Data extracts below:

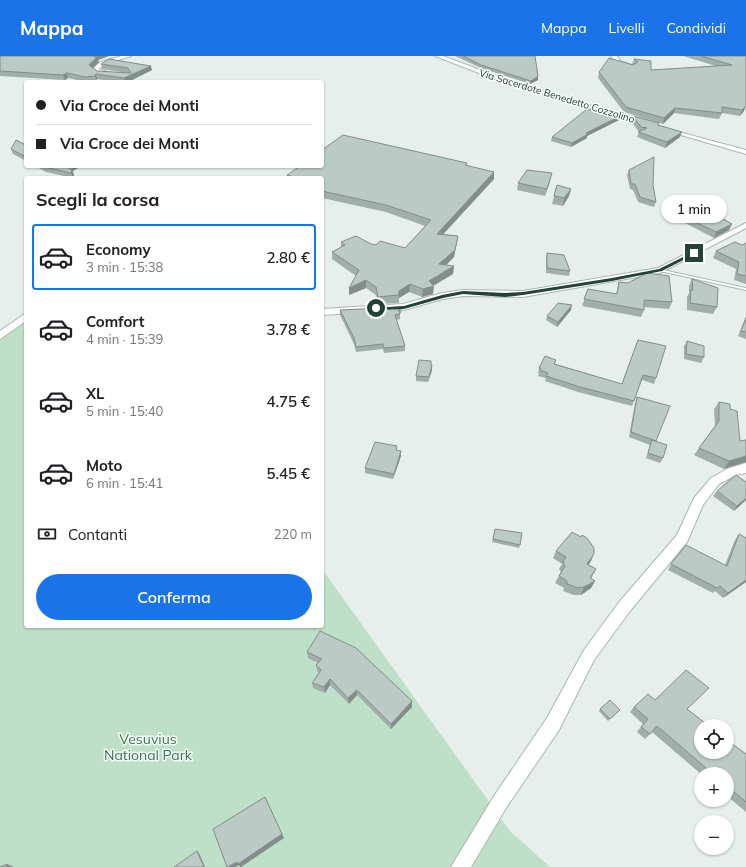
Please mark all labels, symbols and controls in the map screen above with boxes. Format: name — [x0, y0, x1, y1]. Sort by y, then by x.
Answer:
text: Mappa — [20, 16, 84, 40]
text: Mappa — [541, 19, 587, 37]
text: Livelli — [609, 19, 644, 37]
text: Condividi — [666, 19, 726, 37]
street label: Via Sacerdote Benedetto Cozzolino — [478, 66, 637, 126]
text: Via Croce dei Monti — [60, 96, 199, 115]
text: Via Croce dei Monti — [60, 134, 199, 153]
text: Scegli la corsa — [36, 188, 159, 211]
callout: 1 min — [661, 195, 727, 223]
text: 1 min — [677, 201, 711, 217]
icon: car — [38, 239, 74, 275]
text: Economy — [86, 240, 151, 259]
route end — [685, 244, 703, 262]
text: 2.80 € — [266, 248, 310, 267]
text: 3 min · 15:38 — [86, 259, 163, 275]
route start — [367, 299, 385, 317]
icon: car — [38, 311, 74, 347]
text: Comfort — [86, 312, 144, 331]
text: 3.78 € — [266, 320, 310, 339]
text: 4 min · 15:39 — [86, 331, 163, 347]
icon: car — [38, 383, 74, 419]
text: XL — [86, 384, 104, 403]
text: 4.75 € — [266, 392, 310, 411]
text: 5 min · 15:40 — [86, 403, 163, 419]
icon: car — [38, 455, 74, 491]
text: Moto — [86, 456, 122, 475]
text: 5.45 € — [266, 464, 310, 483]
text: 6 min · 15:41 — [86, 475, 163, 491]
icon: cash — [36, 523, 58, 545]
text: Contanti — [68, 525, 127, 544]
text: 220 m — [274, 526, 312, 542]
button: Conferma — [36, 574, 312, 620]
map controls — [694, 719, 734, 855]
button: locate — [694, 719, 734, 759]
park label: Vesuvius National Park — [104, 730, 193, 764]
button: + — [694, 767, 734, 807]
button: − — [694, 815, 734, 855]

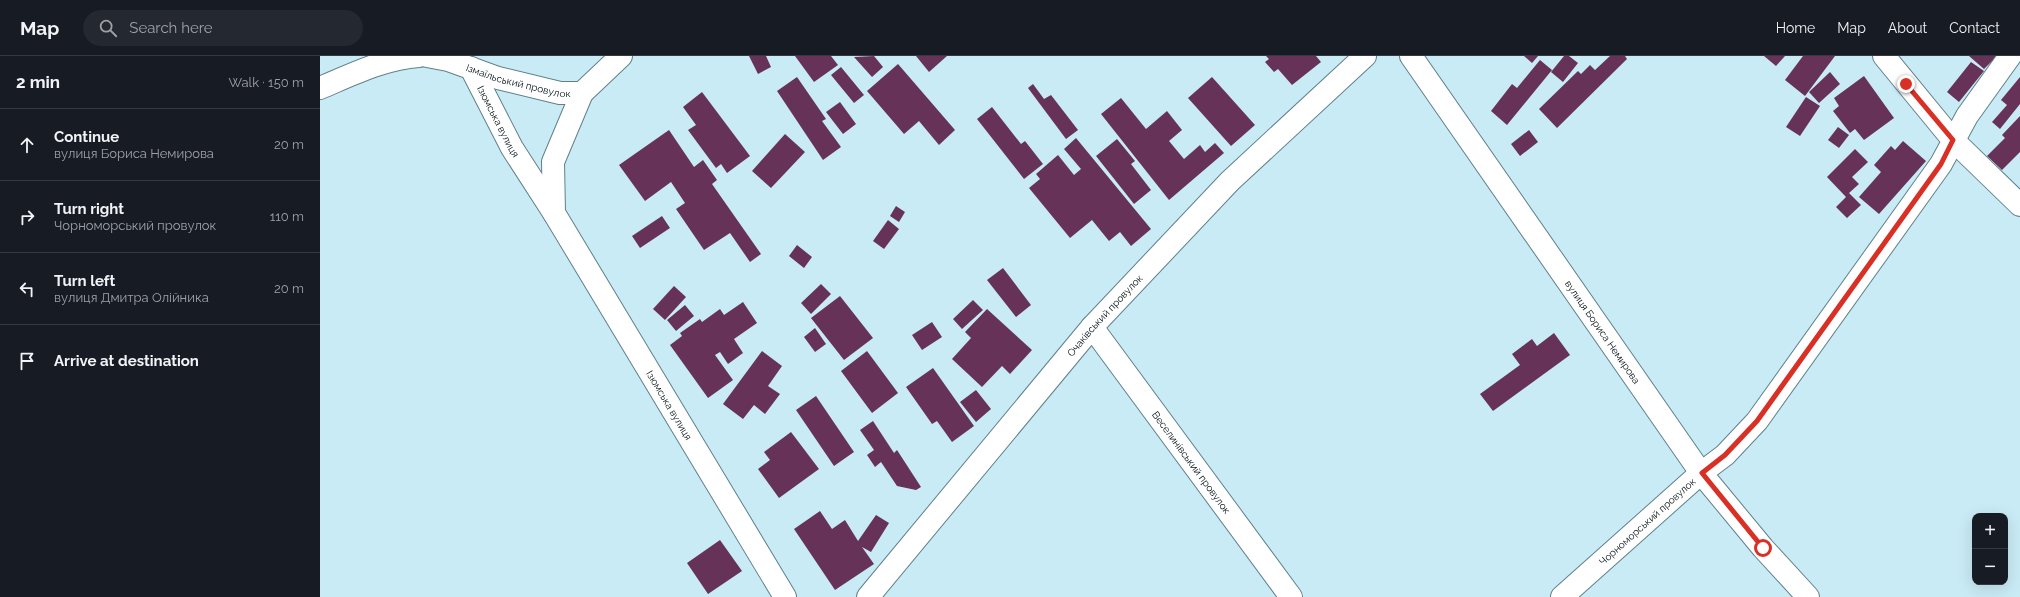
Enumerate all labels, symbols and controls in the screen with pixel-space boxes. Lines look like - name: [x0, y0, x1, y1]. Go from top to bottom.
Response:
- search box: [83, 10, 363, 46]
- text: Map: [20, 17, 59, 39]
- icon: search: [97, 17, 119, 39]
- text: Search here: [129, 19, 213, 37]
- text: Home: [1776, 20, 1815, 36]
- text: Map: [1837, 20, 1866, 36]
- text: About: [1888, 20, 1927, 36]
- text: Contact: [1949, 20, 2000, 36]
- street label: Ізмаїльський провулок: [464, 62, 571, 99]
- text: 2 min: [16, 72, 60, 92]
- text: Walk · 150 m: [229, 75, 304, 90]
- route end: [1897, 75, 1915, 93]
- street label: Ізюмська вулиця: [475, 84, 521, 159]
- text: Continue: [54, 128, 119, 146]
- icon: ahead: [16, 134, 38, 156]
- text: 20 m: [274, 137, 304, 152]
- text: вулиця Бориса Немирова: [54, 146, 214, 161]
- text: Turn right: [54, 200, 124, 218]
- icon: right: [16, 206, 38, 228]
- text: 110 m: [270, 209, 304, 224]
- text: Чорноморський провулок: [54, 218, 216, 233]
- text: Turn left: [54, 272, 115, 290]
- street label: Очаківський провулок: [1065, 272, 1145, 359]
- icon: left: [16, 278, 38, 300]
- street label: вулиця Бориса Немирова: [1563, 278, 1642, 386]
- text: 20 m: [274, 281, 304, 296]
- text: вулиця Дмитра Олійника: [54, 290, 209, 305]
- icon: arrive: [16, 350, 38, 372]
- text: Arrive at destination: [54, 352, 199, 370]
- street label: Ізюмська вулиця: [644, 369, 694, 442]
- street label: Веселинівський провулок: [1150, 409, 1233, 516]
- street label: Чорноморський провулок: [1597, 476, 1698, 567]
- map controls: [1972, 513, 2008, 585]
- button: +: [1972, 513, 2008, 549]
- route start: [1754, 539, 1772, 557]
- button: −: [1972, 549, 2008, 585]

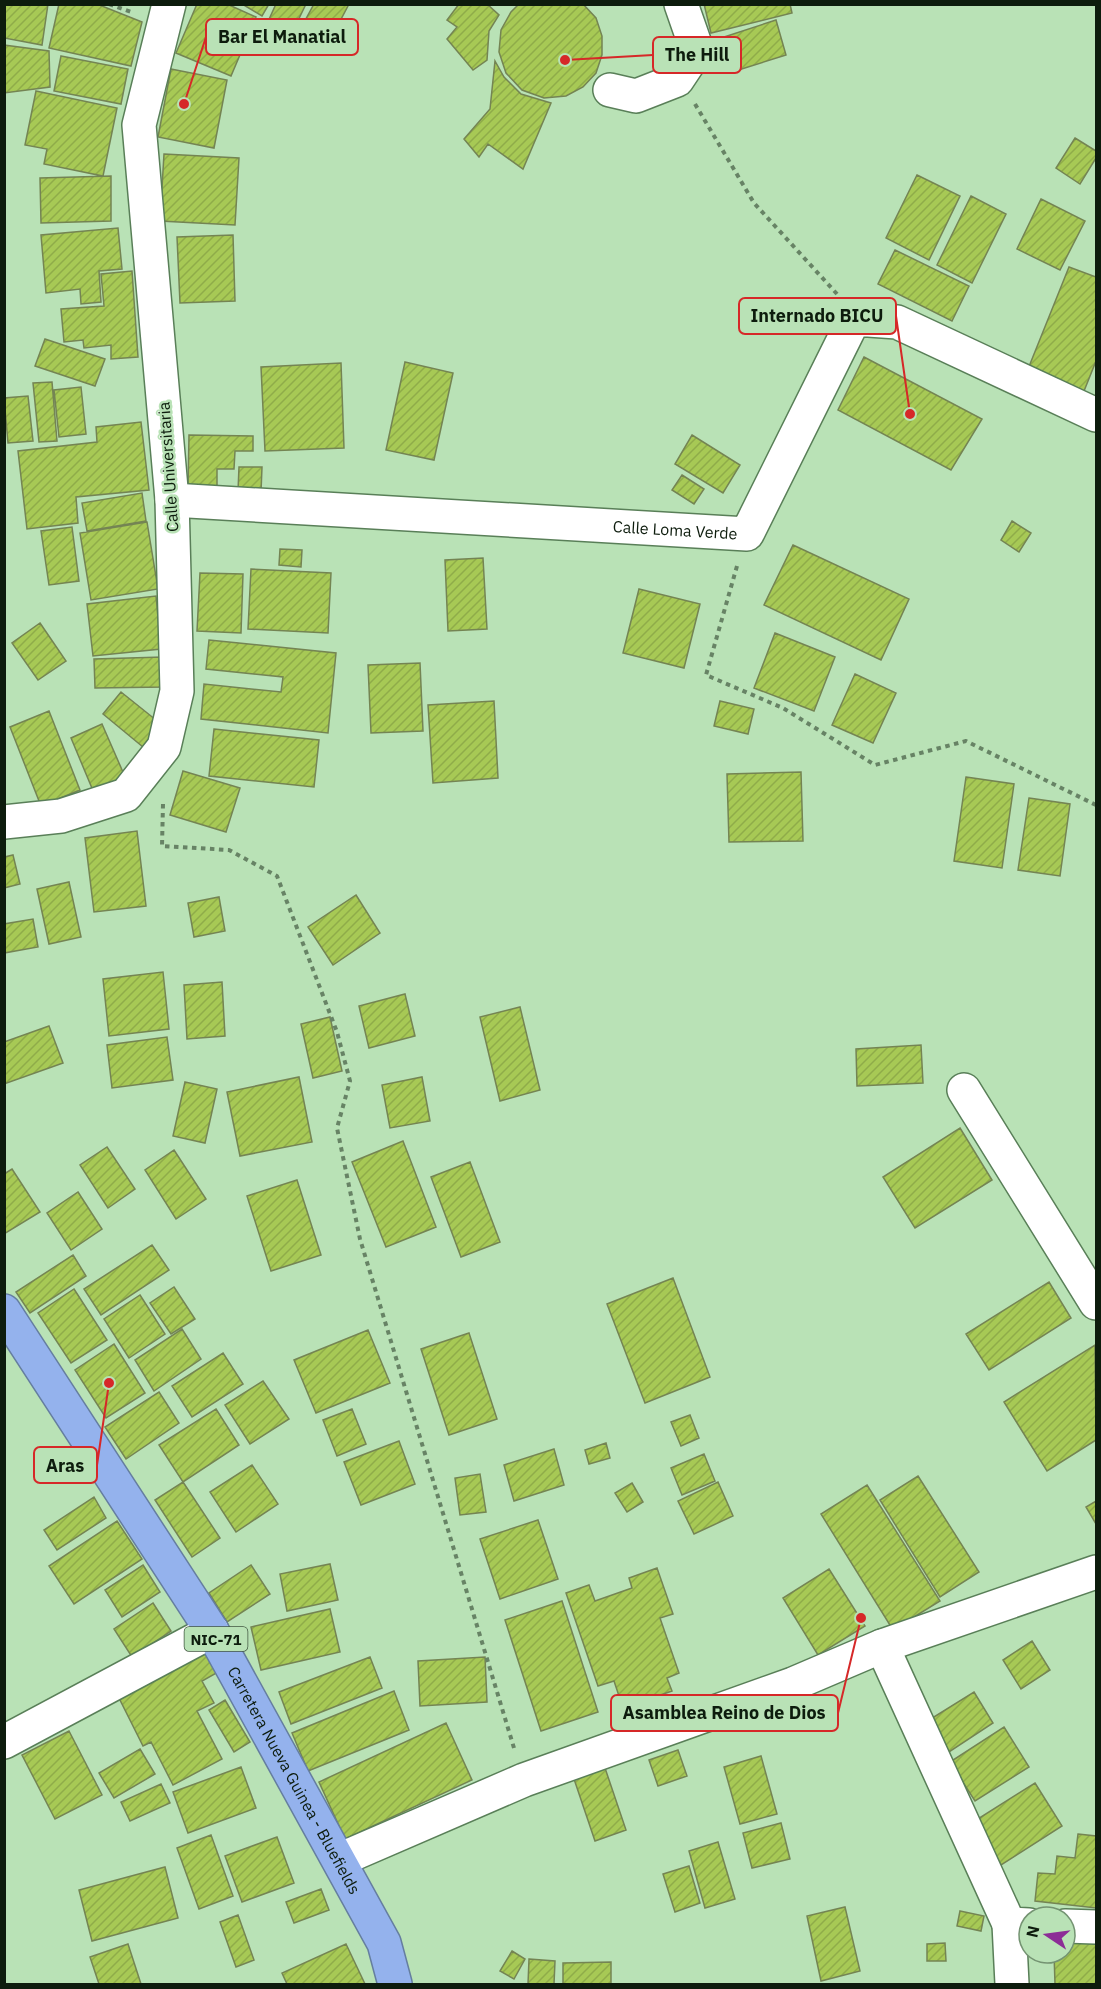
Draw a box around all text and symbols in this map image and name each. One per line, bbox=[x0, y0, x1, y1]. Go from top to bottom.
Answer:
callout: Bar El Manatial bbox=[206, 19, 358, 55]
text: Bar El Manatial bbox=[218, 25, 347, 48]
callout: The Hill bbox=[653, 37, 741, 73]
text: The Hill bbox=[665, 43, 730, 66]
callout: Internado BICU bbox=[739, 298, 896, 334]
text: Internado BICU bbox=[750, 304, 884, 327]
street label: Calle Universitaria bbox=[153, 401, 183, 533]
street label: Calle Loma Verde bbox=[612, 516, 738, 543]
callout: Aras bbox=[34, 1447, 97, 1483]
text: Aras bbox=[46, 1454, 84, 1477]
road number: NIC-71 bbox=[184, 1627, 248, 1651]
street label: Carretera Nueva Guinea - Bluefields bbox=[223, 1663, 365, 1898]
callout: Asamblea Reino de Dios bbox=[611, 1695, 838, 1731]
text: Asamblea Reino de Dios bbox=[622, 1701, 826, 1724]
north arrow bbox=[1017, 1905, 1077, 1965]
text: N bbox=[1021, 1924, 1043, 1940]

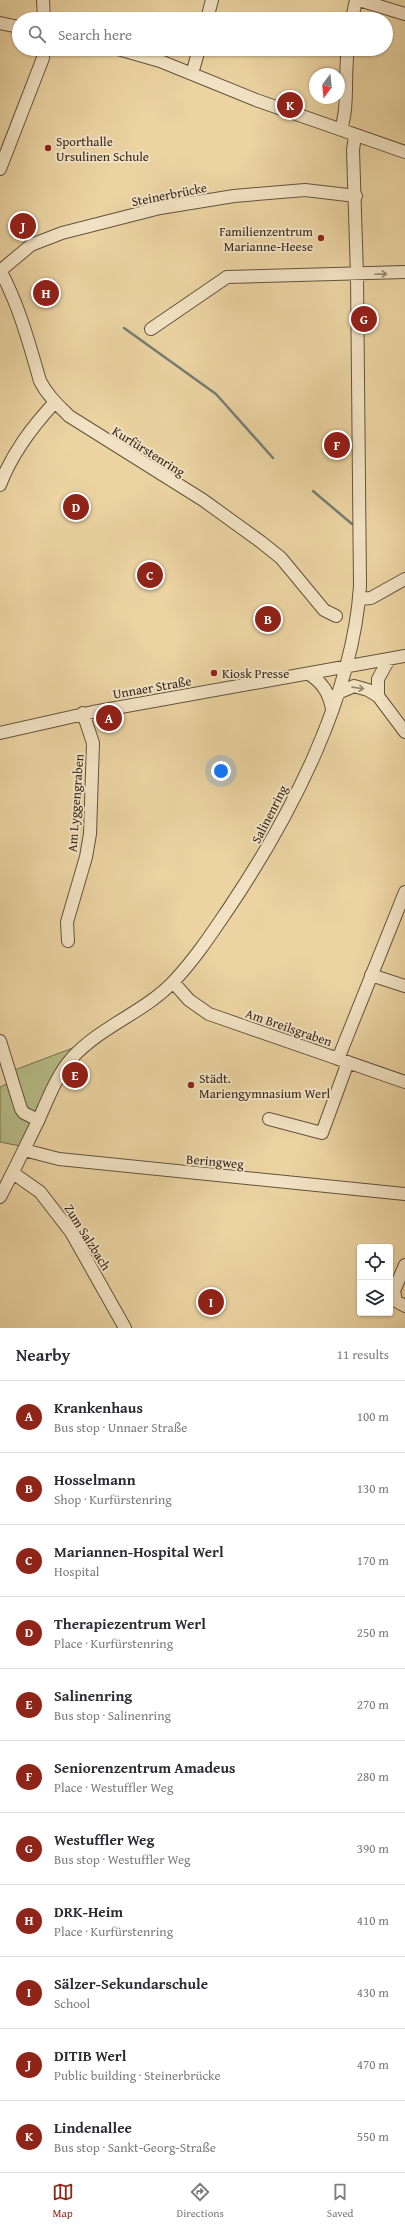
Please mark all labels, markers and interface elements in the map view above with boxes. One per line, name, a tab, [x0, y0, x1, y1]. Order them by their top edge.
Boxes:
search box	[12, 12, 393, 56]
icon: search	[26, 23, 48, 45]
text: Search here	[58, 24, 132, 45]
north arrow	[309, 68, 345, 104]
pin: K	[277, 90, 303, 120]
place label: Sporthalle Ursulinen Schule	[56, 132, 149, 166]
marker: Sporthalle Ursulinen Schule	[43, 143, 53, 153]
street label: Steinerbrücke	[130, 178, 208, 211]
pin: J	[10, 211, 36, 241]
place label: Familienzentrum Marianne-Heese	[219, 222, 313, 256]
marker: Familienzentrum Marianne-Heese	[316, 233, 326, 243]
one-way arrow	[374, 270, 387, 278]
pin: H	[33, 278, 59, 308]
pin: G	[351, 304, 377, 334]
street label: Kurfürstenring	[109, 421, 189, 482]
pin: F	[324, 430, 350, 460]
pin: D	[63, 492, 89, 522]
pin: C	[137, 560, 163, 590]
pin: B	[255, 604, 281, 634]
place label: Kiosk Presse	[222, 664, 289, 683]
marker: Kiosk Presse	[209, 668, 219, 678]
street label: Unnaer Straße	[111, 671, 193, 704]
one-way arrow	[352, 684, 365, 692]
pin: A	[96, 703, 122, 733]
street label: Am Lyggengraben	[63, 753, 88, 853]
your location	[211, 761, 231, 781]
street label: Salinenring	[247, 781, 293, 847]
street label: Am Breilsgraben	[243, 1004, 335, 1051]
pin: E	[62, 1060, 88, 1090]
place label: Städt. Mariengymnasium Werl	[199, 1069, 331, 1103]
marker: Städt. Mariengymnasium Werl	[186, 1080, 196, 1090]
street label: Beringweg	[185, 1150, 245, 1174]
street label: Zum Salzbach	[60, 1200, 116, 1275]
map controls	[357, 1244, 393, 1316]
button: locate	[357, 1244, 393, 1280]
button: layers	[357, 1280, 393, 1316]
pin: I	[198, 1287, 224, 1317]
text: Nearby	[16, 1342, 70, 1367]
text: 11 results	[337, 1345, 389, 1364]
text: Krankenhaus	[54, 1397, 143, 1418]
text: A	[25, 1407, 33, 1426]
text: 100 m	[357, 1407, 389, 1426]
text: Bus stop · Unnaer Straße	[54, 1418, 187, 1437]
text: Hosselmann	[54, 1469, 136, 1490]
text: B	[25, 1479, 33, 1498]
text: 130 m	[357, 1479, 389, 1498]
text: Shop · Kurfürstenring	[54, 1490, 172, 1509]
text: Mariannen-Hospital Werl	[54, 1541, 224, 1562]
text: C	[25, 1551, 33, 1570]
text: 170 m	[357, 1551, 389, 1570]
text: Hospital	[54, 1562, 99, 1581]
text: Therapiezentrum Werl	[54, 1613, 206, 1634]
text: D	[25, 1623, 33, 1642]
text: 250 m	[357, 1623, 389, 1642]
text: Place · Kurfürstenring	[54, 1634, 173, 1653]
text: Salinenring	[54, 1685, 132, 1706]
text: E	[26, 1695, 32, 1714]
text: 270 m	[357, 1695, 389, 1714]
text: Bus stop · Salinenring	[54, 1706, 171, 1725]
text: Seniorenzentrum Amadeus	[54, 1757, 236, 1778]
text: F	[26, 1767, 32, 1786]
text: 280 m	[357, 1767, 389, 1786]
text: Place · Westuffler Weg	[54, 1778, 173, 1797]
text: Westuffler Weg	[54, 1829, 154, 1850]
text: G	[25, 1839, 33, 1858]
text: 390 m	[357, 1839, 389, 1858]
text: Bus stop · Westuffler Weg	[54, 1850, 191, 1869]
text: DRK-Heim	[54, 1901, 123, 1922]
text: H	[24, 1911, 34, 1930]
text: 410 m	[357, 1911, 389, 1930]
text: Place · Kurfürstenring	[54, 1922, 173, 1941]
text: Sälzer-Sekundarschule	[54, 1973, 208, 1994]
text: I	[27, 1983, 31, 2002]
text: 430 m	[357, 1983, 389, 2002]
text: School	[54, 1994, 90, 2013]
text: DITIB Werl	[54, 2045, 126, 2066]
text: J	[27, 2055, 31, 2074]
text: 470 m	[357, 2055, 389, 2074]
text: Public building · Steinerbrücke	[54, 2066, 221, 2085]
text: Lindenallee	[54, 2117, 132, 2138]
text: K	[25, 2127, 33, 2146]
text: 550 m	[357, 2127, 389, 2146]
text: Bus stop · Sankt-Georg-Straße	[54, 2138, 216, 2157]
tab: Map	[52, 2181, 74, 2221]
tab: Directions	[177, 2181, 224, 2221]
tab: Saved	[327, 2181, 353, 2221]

End of Data extracts.

• _What you have to do_
Scan the records for the word "Salinenring", and copy each line where it is found.

• _Response below_
street label: Salinenring	[247, 781, 293, 847]
text: Salinenring	[54, 1685, 132, 1706]
text: Bus stop · Salinenring	[54, 1706, 171, 1725]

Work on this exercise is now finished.